I have realised through my very limited experience that for me, I have to start with the activity.  My best teaching this semester has been done when I have created a creative task which the kids will enjoy and I will enjoy teaching and then developing it for the students needs.  Some of the other less productive, enjoyable and successful lessons I have given, I have focused on the students needs and abilities first and tried to find tasks which will suit them. This has not worked for me at all.  

My weakness has been classroom management. Keeping students interested and on task. I read an article the other day about the differences between engaged and on task. At the year 1/2 level, students are honestly not engaged for longer than 10 minutes, so to have them on task for 20 minutes is a big challenge.  As I would expect, student behaviour goes out the window when I attempt long tasks, no matter how enjoyable.  

I had a successful science lesson, a possible reason for its success could have been how I had students move from their desks, to the floor, to walking around the room investigation.  There was noise, and it was very loud but all students were commenting on what they had found. We were investigating gravity and air resistance through the use of paper helicopters. It was a very successful lesson, and if I had enough time I would have finished it.  Having all the students do the same thing at the same time, but having their activities vary made it a successful lesson. 

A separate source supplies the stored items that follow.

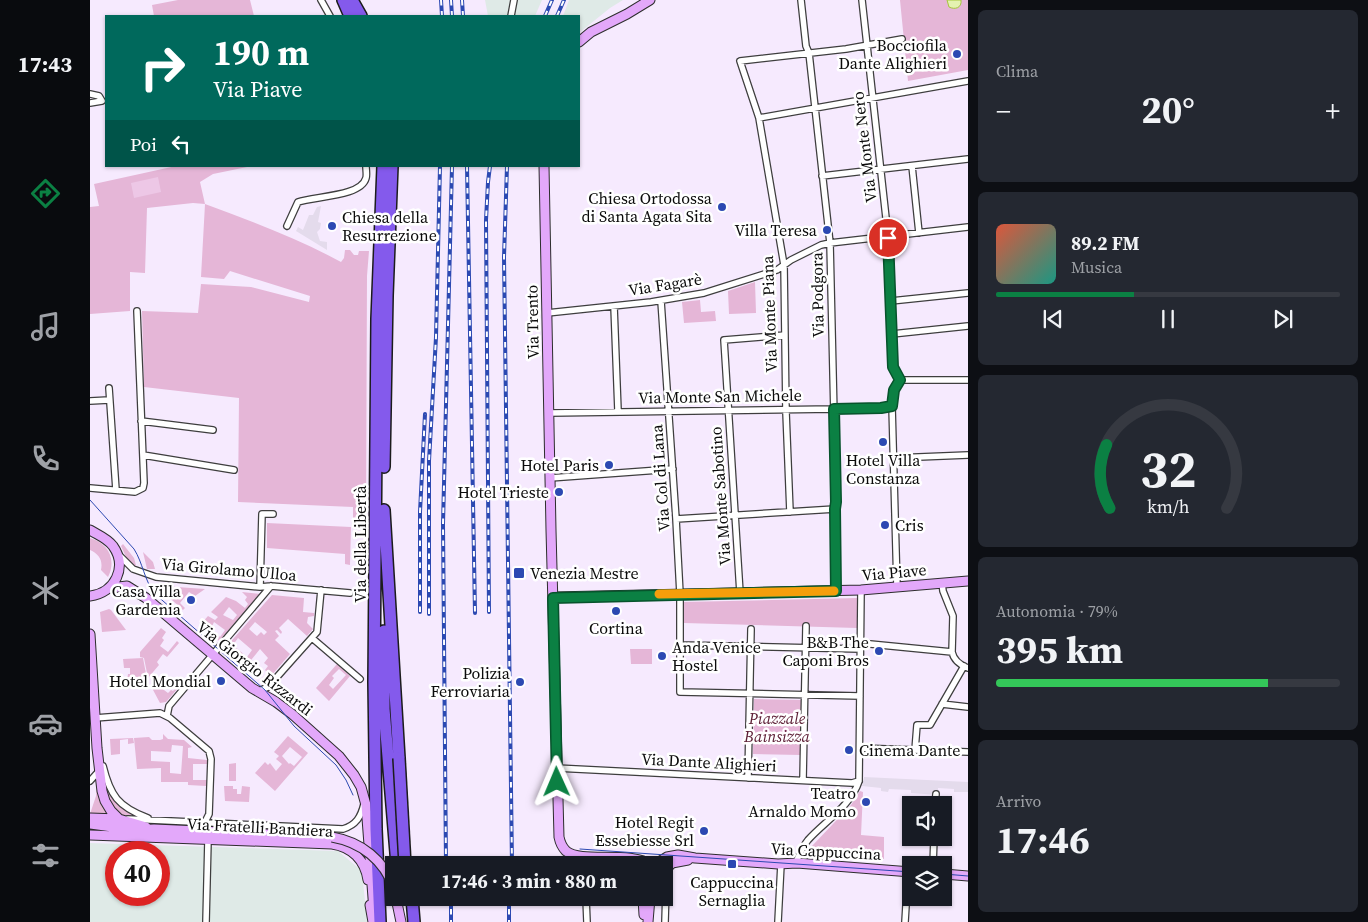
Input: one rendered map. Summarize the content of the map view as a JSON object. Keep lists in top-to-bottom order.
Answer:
{
  "streets": {
    "highway": ["Via della Libertà"],
    "street": [
      "Via Monte Nero",
      "Via Fagarè",
      "Via Podgora",
      "Via Monte Piana",
      "Via Trento",
      "Via Monte San Michele",
      "Via Col di Lana",
      "Via Monte Sabotino",
      "Via Girolamo Ulloa",
      "Via Piave",
      "Via Giorgio Rizzardi",
      "Via Dante Alighieri",
      "Via Fratelli Bandiera",
      "Via Cappuccina"
    ]
  },
  "crossings": [
    ["Via Monte Nero", "Via Fagarè"],
    ["Via Fagarè", "Via Podgora"],
    ["Via Fagarè", "Via Monte Piana"],
    ["Via Fagarè", "Via Trento"],
    ["Via Fagarè", "Via Col di Lana"],
    ["Via Podgora", "Via Monte Piana"],
    ["Via Podgora", "Via Monte San Michele"],
    ["Via Podgora", "Via Piave"],
    ["Via Monte Piana", "Via Monte San Michele"],
    ["Via Monte Piana", "Via Monte Sabotino"],
    ["Via Trento", "Via Monte San Michele"],
    ["Via Trento", "Via Piave"],
    ["Via Trento", "Via Dante Alighieri"],
    ["Via Trento", "Via Cappuccina"],
    ["Via Monte San Michele", "Via Col di Lana"],
    ["Via Monte San Michele", "Via Monte Sabotino"],
    ["Via Col di Lana", "Via Piave"],
    ["Via Monte Sabotino", "Via Piave"],
    ["Via Giorgio Rizzardi", "Via Fratelli Bandiera"]
  ],
  "parks": ["Piazzale Bainsizza"],
  "places": {
    "other": [
      "Bocciofila Dante Alighieri",
      "Chiesa Ortodossa di Santa Agata Sita",
      "Chiesa della Resurrezione",
      "Villa Teresa",
      "Hotel Villa Constanza",
      "Hotel Paris",
      "Hotel Trieste",
      "Cris",
      "Casa Villa Gardenia",
      "Cortina",
      "B&B The Caponi Bros",
      "Anda Venice Hostel",
      "Hotel Mondial",
      "Polizia Ferroviaria",
      "Cinema Dante",
      "Teatro Arnaldo Momo",
      "Hotel Regit Essebiesse Srl"
    ],
    "transit": ["Venezia Mestre", "Cappuccina Sernaglia"]
  },
  "page": {
    "tabs": "17:43",
    "tile": [
      "Clima",
      ["Autonomia · 79%", "395 km"],
      ["Arrivo", "17:46"]
    ],
    "turn": ["190 m", "Via Piave"],
    "heat": ["−", "20°", "+"],
    "then": "Poi",
    "song": ["89.2 FM", "Musica"],
    "limit": "40",
    "trip": "17:46 · 3 min · 880 m",
    "gauge": ["32", "km/h"]
  }
}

I worry too much about the issues in the class. For example, there is a student who is ESL. He struggles with his writing, and will basically freak out if he has to do anything to do with writing. Frustratingly, he is very clever and is actually able to do more than what he allows himself.  I spend a lot of time and cognitive effort trying to come up with activities which will engage him and push him without his knowledge.  It has got to the stage where I have absolutely no authority over him, he will regularly say no to me, or completely ignore me.  I am just not sure what to do. I have tried getting to know him better and being more friendly on a personal level outside of the class. This seems to work as he will react to me well however when we are in class and I am in that position of authority, it is as if I do not exist.  

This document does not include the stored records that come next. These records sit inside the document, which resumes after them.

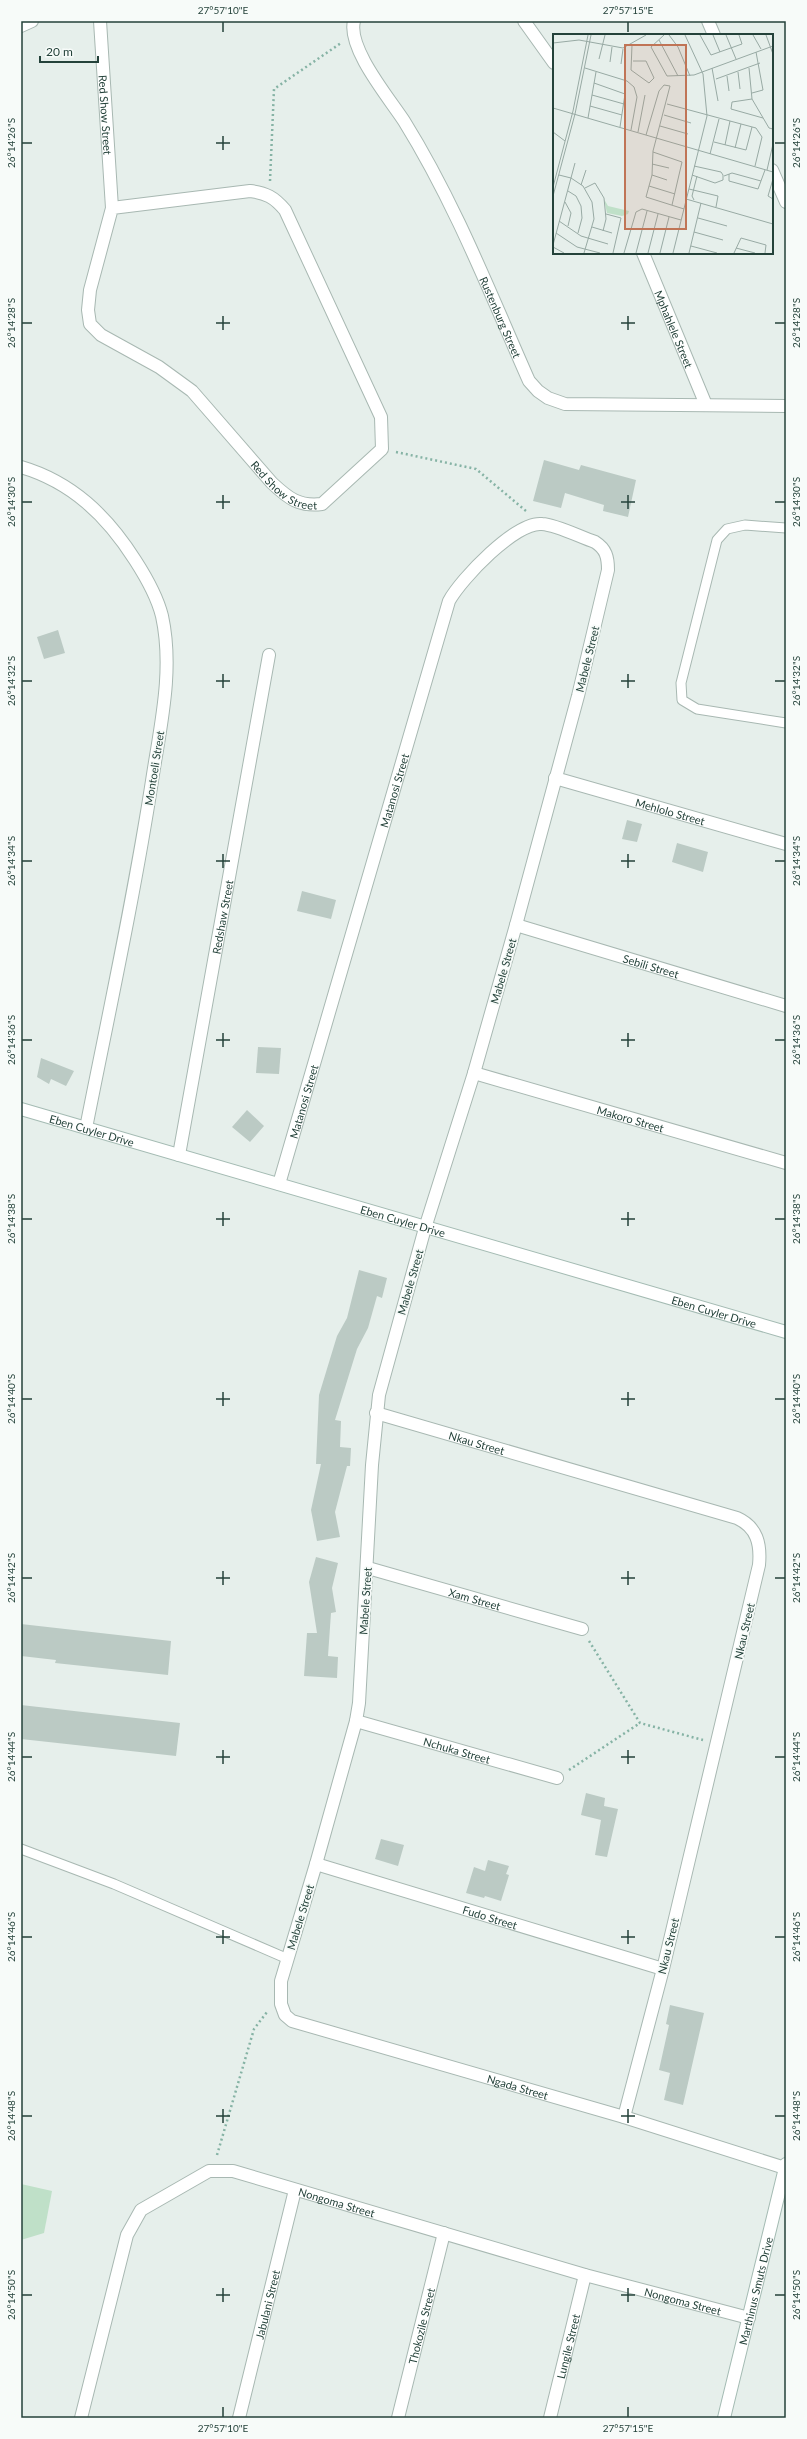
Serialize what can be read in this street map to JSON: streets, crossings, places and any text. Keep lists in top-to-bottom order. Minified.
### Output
{"streets":{"street":["Red Show Street","Rustenburg Street","Mphahlele Street","Mabele Street","Montoeli Street","Matanosi Street","Mehlolo Street","Redshaw Street","Sebili Street","Makoro Street","Eben Cuyler Drive","Nkau Street","Xam Street","Nchuka Street","Fudo Street","Ngada Street","Nongoma Street","Marthinus Smuts Drive","Jabulani Street","Thokozile Street","Lungile Street"]},"crossings":[["Rustenburg Street","Mphahlele Street"],["Mabele Street","Matanosi Street"],["Mabele Street","Mehlolo Street"],["Mabele Street","Sebili Street"],["Mabele Street","Makoro Street"],["Mabele Street","Eben Cuyler Drive"],["Mabele Street","Nkau Street"],["Mabele Street","Xam Street"],["Mabele Street","Nchuka Street"],["Mabele Street","Fudo Street"],["Mabele Street","Ngada Street"],["Montoeli Street","Eben Cuyler Drive"],["Matanosi Street","Eben Cuyler Drive"],["Redshaw Street","Eben Cuyler Drive"],["Nkau Street","Fudo Street"],["Nkau Street","Ngada Street"],["Ngada Street","Marthinus Smuts Drive"],["Nongoma Street","Marthinus Smuts Drive"],["Nongoma Street","Jabulani Street"],["Nongoma Street","Thokozile Street"],["Nongoma Street","Lungile Street"]],"scale_bar":"20 m","coordinates":["27°57'10\"E","27°57'15\"E","26°14'26\"S","26°14'28\"S","26°14'30\"S","26°14'32\"S","26°14'34\"S","26°14'36\"S","26°14'38\"S","26°14'40\"S","26°14'42\"S","26°14'44\"S","26°14'46\"S","26°14'48\"S","26°14'50\"S"]}
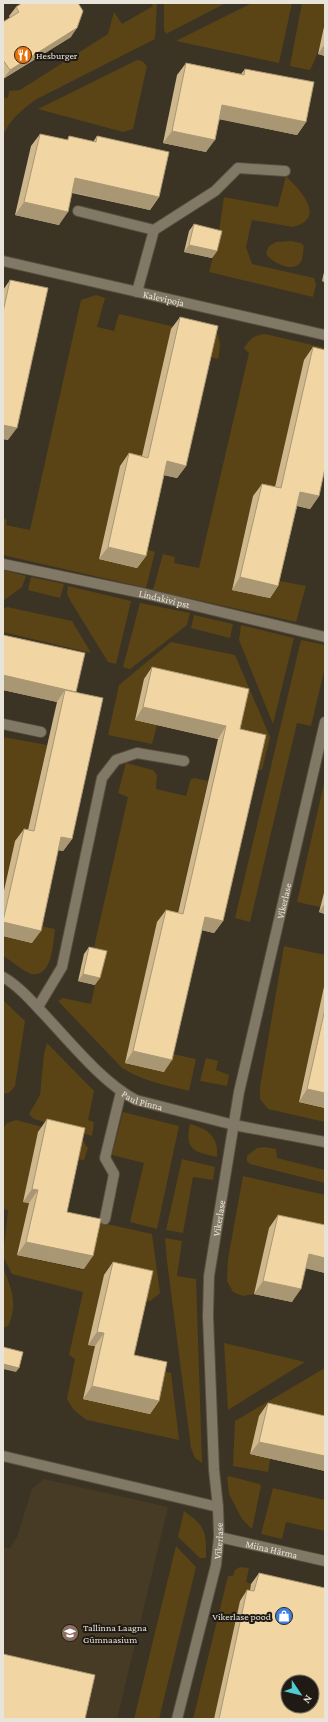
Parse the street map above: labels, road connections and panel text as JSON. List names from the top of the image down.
{
  "streets": {
    "street": [
      "Kalevipoja",
      "Lindakivi pst",
      "Vikerlase",
      "Paul Pinna",
      "Miina Härma"
    ]
  },
  "crossings": [
    ["Vikerlase", "Paul Pinna"],
    ["Vikerlase", "Miina Härma"]
  ],
  "places": {
    "restaurant": ["Hesburger"],
    "shop": ["Vikerlase pood"],
    "school or university": ["Tallinna Laagna Gümnaasium"]
  },
  "north": "bottom right"
}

There is another student in the class who (year 1) is very clever (much more than his peers) however he has come up with the idea that he doesn't need to work. He will regularly try to achieve work avoidance goals, he will sit for hours with nothing on his page.  Whilst i continue to come around to his desk and offer positive reinforcement, he will end up doing a half hearted job.  I am just not sure what to do with this student.

There are however many positives that I have taken from this experience: for example the student teacher relationship is well defined. Unlike last semester in prac, I am less these student's friend and more their teacher however they still know they can have a laugh with me and they can trust me.  I enjoy hearing my name called out when I walk up to lines in the morning and the enthusiasm they share to see me.  I have also developed a stronger tone when needed.  Being able to sit on some of the loud students is something which has been developing. 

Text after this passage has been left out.